Problem to solve:
Say how many lines in the entries contain "Instruction", giving only the number.

[Collected data entries]
==*==

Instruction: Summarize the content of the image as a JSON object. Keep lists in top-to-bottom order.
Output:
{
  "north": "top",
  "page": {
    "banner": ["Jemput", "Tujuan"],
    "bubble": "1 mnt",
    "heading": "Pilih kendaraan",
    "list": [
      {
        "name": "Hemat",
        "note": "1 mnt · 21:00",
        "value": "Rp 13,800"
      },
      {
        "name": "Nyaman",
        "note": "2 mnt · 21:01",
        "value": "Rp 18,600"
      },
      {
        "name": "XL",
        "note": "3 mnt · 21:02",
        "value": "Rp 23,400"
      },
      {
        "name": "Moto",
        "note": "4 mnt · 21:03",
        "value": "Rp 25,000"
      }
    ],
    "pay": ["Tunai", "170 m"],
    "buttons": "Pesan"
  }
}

==*==

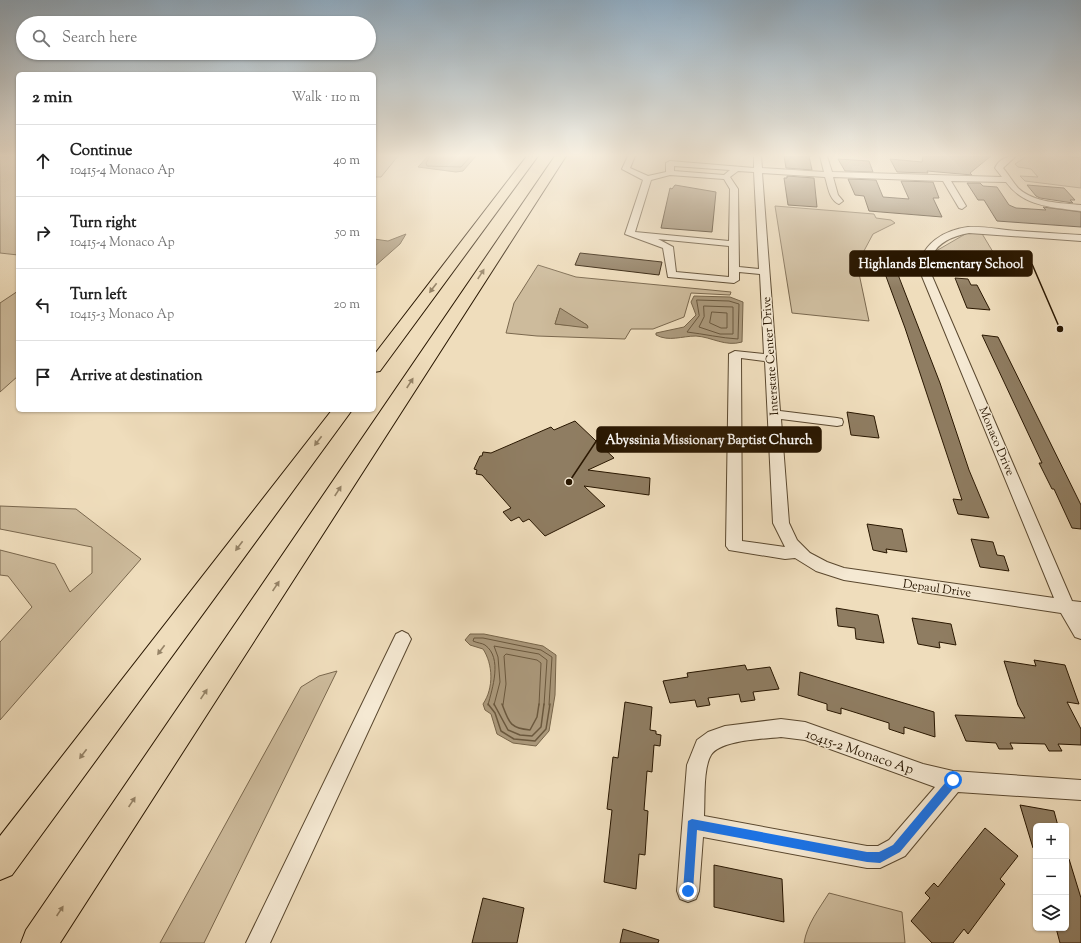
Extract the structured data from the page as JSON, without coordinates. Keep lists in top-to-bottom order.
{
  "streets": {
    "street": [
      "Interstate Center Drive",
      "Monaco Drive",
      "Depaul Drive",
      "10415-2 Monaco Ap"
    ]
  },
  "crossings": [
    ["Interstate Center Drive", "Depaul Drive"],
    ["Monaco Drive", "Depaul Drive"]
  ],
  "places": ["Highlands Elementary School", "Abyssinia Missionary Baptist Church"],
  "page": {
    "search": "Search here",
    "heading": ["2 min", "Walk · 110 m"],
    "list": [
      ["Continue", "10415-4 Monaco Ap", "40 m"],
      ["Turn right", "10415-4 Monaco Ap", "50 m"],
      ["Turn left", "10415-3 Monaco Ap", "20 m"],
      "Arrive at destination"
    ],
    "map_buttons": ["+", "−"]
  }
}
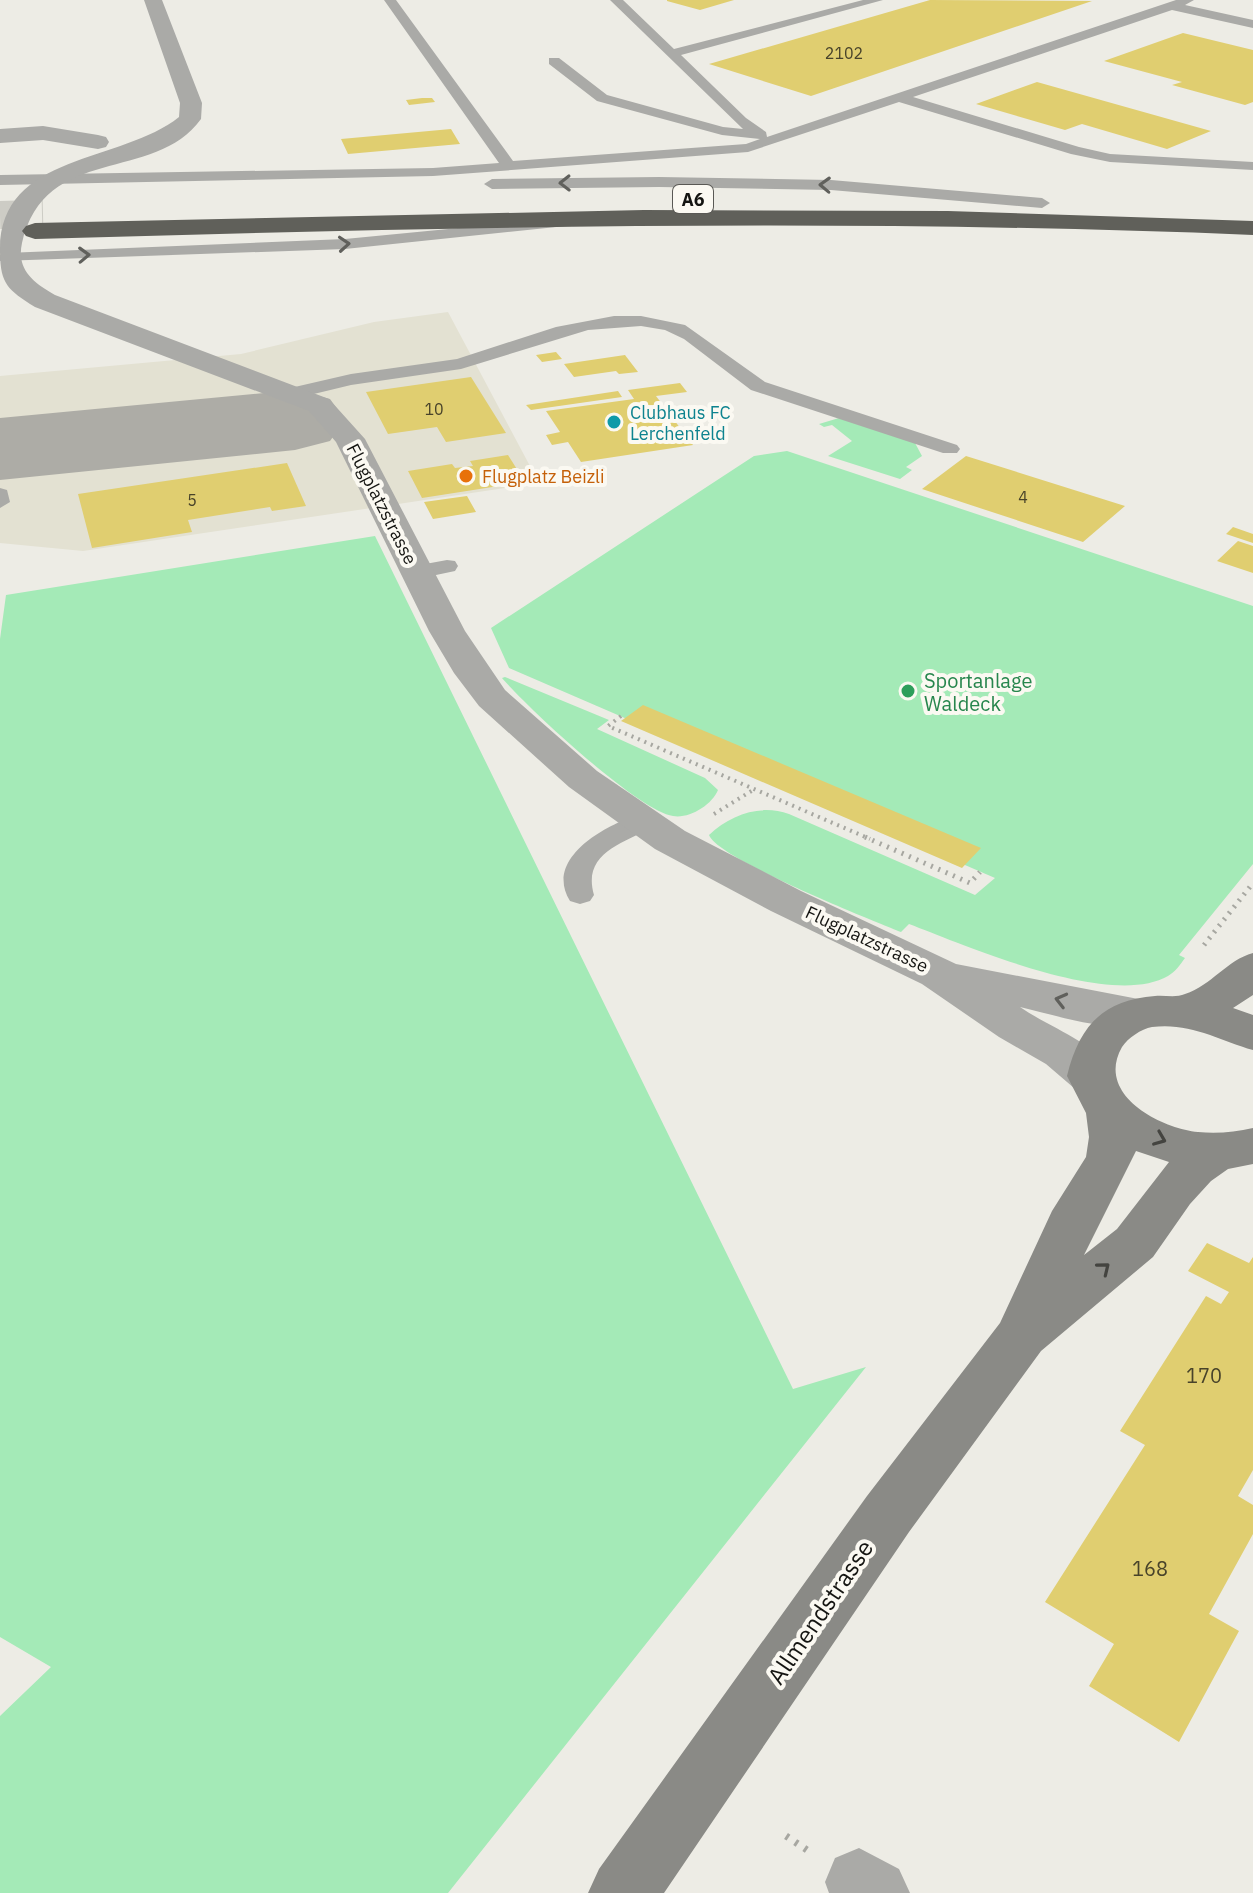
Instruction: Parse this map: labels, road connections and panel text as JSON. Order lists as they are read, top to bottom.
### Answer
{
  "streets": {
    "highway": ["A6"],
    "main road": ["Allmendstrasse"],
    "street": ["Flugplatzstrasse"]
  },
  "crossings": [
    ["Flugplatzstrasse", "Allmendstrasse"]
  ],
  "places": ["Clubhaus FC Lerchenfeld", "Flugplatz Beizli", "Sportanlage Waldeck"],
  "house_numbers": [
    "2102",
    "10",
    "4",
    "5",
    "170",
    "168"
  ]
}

==*==

Finished task:
2